Topography is where the soil is located on the landscape. It includes the elements of slope, aspect, elevation, and landscape position of the soil. Slope strongly influences the risk of erosion, aspect (relative sun exposure) influences daily temperature variations, and elevation influences climatic environment. Landscape position describes the soil's location on the landscape--such as: ridgeline, alluvial terrace, highly dissected upland, foot slope, floodplain, and high terrace.
Time is the period parent materials have been subject to weathering and soil-forming processes. In general, the older the soil, the greater the chemical and physical modification of the original parent material and the more developed a soil's internal structure. Through time, soils develop distinct layers. Soil scientists generally recognize four layers: 'O' for surface organic layers, 'A' for the organic-rich surface mineral layers, 'B' for the weather-altered subsoil, and 'C' for the unaffected parent material.
Climate indicates the effect of local weather on soil development. Climate influences chemical weathering, soil temperature, and soil moisture levels. Within a localized area, topography moderates climate to some degree.
Organisms are the plants, animals, and humans that affect soil development. This includes effects from vegetation growth, leaf litter accumulation, soil microorganisms, bur-rowing animals, and human agriculture, recreation, and construction. Organisms can dramatically affect a soil's development. Vegetation enriches soils by contributing organic material and aiding in the development of internal soil structure. Unfortunately, many human activities have a disruptive effect on soil development.
Starting with raw parent material, topography, time, climate, and organisms work together to weather, mix, and transport soil. Soil is continuously evolving and modifying its capacity to support plant, animal, and human use over time.
Soil's Characteristics as a Structural Component for Trails
Unlike bedrock, asphalt or concrete, soil is an unconsolidated material composed of loosely bonded particles and the voids surrounding them. The lack of solid bonds between particles means that soils are susceptible to impacts from trail use in a number of ways. These include crushing, lateral displacement, and erosion. A soil's suitability as a structural component for trails is controlled by two factors, its bearing strength (its ability to support a load without being deformed) and its cohesion (the ability to resist displacement). Those suitabilities are primarily controlled by two related factors: the relative size of soil particles (soil texture) and the relative water content of the soil voids (soil moisture level).

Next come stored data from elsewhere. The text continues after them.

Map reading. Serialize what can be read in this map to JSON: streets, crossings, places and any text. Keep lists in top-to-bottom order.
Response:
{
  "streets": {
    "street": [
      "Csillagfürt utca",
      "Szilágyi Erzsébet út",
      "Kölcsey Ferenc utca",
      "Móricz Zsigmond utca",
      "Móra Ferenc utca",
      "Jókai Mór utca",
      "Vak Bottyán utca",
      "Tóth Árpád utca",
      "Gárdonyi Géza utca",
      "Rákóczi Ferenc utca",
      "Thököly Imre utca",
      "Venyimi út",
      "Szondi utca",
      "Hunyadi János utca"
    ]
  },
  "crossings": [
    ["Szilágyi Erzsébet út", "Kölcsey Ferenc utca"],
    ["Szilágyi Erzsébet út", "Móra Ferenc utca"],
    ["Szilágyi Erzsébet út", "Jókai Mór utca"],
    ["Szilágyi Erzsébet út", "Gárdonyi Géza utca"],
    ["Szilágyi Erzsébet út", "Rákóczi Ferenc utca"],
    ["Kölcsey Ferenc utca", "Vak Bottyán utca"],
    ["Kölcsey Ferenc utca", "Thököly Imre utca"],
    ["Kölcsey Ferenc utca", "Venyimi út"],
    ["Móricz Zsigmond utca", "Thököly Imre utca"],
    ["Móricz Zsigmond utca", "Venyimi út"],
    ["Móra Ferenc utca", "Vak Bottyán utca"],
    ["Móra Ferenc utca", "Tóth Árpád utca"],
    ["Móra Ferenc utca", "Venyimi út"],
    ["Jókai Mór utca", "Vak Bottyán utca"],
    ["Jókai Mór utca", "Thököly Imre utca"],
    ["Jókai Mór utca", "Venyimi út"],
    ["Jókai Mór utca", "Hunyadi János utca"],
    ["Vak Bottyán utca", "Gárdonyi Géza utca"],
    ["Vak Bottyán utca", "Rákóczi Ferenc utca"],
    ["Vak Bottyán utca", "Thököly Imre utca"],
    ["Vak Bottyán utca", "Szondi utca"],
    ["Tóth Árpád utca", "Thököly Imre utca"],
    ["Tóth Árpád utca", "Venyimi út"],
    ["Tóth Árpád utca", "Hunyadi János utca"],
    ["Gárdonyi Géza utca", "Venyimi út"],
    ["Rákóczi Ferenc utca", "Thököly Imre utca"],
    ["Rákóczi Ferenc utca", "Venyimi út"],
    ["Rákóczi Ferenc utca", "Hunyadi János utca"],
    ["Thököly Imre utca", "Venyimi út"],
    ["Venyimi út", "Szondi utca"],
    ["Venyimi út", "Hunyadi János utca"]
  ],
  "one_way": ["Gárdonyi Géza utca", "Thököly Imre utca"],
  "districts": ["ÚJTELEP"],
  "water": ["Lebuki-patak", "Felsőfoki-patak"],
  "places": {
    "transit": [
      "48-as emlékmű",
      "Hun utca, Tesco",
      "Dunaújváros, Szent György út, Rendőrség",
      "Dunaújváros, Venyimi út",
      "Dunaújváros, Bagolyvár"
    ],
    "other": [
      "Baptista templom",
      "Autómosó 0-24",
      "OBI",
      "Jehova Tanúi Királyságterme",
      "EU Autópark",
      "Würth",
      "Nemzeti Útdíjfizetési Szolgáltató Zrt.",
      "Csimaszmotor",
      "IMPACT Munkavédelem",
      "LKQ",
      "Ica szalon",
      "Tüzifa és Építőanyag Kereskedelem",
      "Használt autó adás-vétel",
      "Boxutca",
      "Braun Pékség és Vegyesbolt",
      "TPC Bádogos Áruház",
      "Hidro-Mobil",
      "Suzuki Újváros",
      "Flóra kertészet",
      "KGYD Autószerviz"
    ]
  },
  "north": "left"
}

Soil texture is the relative amount of organic matter, gravel, sand, silt, and clay in a soil. In general, soil texture can be broken into two major classes:
Finely textured soils--those with high percentages of organic matter, silt, and clay
Coarsely textured soils--those with high percentages of sand and gravel
In general, the coarsely textured soils have good bearing capacity. This is because of their large particle size, good drainage characteristics, and low shrink-swell potential. Conversely, finely textured soils generally have poor bearing capacity because of their small particle size, poor drainage characteristics, and a tendency to shrink or swell under different moisture conditions. Both classes of soils have moderate to poor cohesion, depending on other factors such as vegetation cover and roots that help hold individual soil particles in place.
Soil moisture level measures the relative amount of water in soil pores. A soil's texture controls the percentage of pores within a soil. Surprisingly, finely textured soils have more pore space than coarsely textured soils. Finely textured soils can have up to 60 percent void space, while coarsely textured soils typically have around 40 percent.
Soil moisture can range from bone dry to totally saturated. Because water acts as a lubricant between soil particles, the relative amount of water within a soil can dramatically affect its structural stability. While coarsely textured soils tend to have good bearing strength across a wide range of moisture conditions, finely textured soils have reduced bearing capacity as moisture levels increase. At saturation, when all soil voids are filled with water, finely textured soils typically have little bearing capacity. Finely textured soils store and retain water over long periods so their bearing capacity can be low for prolonged periods.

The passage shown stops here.